First Interpretation of the First Horn
As stated, theists who would hold the first horn may claim that God's will somehow structures certain types of actions and things, in their very natures, to be morally constituted, such that there are objectively right or wrong actions and morally good or bad things. That some actions and things are morally constituted is as much a part of the furniture of the universe as physical properties and objects are part of the universe. How the universe acquired these non-natural, objective moral features is solely due to God.[6]
If God has this relationship to metaethics, proponents of the DM dilemma charge, then what counts as "moral" under the description of the first horn is a contingent, non-cognitive and capricious affair. It just so happens that in the actual world, certain actions (e.g., rape) are morally wrong and certain things (e.g., persons) have value. In other logically possible worlds they might not have a normative status at all. These are possible worlds where God does not will that they have any normative status. Accordingly, critics claim, if such were the case, God could have willed in the actual world that acts of coveting thy neighbor's wife have the property of being moral as opposed to having the property of being immoral.[7] Since God's will is the sole arbitrator for deciding which state of affairs obtains in the actual world, God can have no reasons for willing either way he does. In some logically possible world, instances of "coveting thy neighbor's wife" are moral because God in some mysterious sort of way placed "moralness" on them there. Thus the result of relating God to ethics according to this first interpretation of the first horn is undesirable for the theist.

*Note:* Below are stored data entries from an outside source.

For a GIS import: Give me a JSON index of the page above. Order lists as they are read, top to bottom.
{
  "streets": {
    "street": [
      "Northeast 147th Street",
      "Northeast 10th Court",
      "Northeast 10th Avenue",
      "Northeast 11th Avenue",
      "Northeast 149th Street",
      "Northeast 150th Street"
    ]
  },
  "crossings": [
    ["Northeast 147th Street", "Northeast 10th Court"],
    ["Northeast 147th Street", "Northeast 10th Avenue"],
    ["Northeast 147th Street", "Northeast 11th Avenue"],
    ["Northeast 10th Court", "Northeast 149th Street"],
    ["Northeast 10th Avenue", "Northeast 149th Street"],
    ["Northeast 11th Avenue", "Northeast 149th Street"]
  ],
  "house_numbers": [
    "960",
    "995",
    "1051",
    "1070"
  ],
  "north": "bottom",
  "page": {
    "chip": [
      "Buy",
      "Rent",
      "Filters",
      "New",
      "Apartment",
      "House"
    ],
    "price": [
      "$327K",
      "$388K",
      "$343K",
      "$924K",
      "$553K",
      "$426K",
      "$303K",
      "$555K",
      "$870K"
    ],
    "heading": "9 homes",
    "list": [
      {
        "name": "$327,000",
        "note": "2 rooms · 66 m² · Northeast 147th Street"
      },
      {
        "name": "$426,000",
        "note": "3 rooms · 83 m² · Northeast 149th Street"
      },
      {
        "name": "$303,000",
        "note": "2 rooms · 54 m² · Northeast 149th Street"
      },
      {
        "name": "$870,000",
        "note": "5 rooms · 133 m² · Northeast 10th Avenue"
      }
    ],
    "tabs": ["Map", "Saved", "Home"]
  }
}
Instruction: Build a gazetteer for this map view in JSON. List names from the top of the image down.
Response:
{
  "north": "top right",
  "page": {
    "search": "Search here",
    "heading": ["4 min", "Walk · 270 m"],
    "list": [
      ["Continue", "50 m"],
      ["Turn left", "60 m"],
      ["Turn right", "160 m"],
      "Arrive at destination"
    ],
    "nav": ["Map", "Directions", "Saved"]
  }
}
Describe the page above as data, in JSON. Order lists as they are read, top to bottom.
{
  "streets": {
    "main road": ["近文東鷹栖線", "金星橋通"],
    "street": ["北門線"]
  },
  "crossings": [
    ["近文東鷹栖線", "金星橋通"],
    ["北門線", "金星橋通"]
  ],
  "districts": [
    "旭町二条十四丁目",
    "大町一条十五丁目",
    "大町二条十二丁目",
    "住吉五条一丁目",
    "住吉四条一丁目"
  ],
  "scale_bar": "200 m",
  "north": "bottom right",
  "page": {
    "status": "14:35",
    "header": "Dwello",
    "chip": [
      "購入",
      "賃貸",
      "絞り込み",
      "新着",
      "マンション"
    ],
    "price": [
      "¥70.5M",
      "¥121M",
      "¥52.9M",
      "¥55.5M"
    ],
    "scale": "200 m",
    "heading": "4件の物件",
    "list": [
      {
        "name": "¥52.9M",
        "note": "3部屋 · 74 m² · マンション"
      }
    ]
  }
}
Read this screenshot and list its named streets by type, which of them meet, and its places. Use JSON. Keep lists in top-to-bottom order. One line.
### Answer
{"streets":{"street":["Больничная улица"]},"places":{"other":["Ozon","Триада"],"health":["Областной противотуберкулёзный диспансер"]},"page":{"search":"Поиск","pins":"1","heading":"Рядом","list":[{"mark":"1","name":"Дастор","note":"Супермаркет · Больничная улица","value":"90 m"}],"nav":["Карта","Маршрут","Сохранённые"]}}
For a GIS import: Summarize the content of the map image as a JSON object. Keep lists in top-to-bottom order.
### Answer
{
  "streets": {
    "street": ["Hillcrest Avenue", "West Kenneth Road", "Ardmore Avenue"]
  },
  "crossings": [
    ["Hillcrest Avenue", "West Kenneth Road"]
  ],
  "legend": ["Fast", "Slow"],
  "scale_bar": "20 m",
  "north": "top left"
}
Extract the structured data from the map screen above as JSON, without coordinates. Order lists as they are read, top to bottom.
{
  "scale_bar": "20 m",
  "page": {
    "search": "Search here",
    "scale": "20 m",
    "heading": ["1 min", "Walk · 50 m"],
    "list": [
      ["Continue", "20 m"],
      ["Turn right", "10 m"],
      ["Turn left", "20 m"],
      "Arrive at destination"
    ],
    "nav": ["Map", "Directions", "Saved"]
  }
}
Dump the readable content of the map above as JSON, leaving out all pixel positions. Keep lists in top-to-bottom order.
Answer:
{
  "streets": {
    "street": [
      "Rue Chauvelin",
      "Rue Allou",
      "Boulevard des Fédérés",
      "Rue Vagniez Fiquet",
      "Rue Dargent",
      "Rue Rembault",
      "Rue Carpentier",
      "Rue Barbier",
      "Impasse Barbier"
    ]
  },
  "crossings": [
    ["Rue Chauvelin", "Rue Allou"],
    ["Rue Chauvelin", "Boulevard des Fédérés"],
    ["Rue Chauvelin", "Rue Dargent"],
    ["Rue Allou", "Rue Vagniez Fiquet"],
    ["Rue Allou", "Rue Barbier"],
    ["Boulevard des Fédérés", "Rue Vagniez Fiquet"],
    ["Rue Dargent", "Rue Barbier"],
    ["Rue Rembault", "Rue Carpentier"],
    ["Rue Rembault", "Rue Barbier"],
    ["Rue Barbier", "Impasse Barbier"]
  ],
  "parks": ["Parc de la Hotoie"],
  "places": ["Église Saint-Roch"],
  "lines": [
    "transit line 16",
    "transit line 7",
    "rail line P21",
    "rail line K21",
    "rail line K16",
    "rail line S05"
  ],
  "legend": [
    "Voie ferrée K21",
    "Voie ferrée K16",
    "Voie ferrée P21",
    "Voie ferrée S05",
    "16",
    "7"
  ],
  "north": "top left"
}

Now a theist could object to the critic's charge of arbitrariness. She could argue that as far as actions are concerned, God would not will or command that infidelity be morally permissible because he is a loving God. Here God's will is constrained by God’s loving, benevolent nature. Thus actions are not arbitrarily morally right or wrong; they are right or wrong because they are willed, forbidden or commanded by a benevolent God. William Craig holds that our moral duties are “determined by the commands, not merely of a supreme potentate, but of a just and loving God. God is essentially compassionate, fair, kind, impartial and so forth, and His commandments are reflections of His own character.”[8] In short, moral decrees derive from God’s loving character. The theist makes this move in order to establish an objective, non-arbitrary basis for ethics and to ensure that the status of moral judgments is not determined independently of and above the sovereignty of God. However, this move does not adequately respond to the DM dilemma for the following reason. By admitting that God's will is constrained by His benevolent nature, the theist would also be admitting that actions are genuinely morally right or wrong, independently of God. After all, why would a theist object to God willing that infidelity be morally right unless she understood that God is also constrained by a standard of what could be classified as morally right and wrong? Surely the proponent of DM has a response. She will proclaim that God is “benevolence” or “goodness itself.” A noted proponent of this view, Greg Bahnsen, provides us with the following clear description of it:
Certain behavior is good because God approves of it, and God approves of it because it is the creaturely expression of His holiness -- in other words, it is good. To be good is to be like God, and we can only know what behavior is good if God reveals and approves of it. The important point is that good is what God approves and cannot be ascertained independent of Him.[9]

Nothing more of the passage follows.